When I was little, probably in second or third grade, my brothers and I would ride our bikes around and around and around our Madison city block, counting laps and presumably burning off summer energy. Being an ardent, near-obsessed animal lover even then, I would keep my eyes on the sidewalk and swerve around, trying to avoid the dusty caramel ant mounds that popped up in between the pavement cracks. At least one time I let my young sense of, what … guilt? obligation? melancholy? mortality? take over and I walked around the block, picking up the dead ants we’d accidentally run over. Being dramatic, the process wasn’t complete until I’d personally apologized to each tiny corpse, and then buried then in mass in the back garden. I am sure I even put flowers on their little grave.
When I hear other people talking about burning ants as kids, or shooting squirrels, or experimenting with their new-found god-like human powers in other violent ways, I think about little me and the ants. Maybe I was a weirdo, but at least I was a compassionate one. In the end, those ants kick-started my young grave-digging career — I laid many more cat- or road- or dog-killed animals to rest with a violet or dandelion bouquet. It also started at least half of my actual career — studying and working to protect and conserve and understand various wild animals and their ecosystems.

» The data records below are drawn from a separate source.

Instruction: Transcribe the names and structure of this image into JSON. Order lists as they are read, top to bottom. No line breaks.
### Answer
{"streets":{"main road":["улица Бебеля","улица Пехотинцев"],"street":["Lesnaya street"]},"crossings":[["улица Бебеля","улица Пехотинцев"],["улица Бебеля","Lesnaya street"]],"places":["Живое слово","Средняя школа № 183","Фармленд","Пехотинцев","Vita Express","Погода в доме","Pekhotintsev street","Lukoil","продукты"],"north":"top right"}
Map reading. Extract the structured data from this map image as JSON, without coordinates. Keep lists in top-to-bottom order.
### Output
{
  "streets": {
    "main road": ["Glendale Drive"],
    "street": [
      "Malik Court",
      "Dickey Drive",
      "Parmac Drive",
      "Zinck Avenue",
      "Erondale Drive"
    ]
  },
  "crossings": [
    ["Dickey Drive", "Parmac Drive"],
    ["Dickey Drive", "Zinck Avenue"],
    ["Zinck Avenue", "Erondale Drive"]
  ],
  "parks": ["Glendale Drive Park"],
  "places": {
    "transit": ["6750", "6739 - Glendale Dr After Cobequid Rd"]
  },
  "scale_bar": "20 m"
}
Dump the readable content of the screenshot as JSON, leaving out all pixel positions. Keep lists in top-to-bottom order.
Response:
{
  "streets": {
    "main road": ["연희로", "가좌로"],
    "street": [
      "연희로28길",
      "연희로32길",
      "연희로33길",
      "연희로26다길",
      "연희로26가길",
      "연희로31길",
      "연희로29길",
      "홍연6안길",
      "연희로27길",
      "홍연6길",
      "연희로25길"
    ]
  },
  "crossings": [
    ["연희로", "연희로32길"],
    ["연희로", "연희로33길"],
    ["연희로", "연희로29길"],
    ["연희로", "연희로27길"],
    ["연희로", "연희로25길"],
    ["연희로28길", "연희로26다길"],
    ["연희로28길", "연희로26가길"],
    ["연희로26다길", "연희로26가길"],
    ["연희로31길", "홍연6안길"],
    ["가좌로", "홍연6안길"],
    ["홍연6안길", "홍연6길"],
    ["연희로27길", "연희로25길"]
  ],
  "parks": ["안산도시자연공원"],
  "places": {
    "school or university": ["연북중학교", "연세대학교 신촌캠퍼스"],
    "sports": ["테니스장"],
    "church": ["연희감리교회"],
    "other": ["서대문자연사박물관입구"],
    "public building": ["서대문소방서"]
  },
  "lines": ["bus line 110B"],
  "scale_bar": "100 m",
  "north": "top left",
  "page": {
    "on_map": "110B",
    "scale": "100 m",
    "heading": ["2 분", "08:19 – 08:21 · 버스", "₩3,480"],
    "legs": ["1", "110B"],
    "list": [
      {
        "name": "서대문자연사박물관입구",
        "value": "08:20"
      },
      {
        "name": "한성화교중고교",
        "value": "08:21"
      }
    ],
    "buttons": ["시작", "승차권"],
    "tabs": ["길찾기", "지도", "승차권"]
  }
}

Why I am wistfully talking about ants? Well, because I just watched yet another example of stellar, creative science storytelling — Stanford biologist Deborah M. Gordon’s animated explanation of how ant colonies work. Check it out:
Back in my kid days, we had Zoo Books, class field trips to local marshes, and a little zoo down the street I spend countless afternoons wandering. Today the depth and diversity of interesting, free science education mediums is dizzying, and I’m proud to be part of that community.
I want to believe if we take the time to notice things — if we understand them better — if we teach our children how incredible say, ants and their complex kingdoms are, maybe they won’t be temped to burn or squash or hunt them down for no reason. I’m not saying anyone needs to be burying dead bugs in the backyard, but it would awesome if everyone looked down more, forgave their watermelon-thieving ways, and at least tried to step more gently.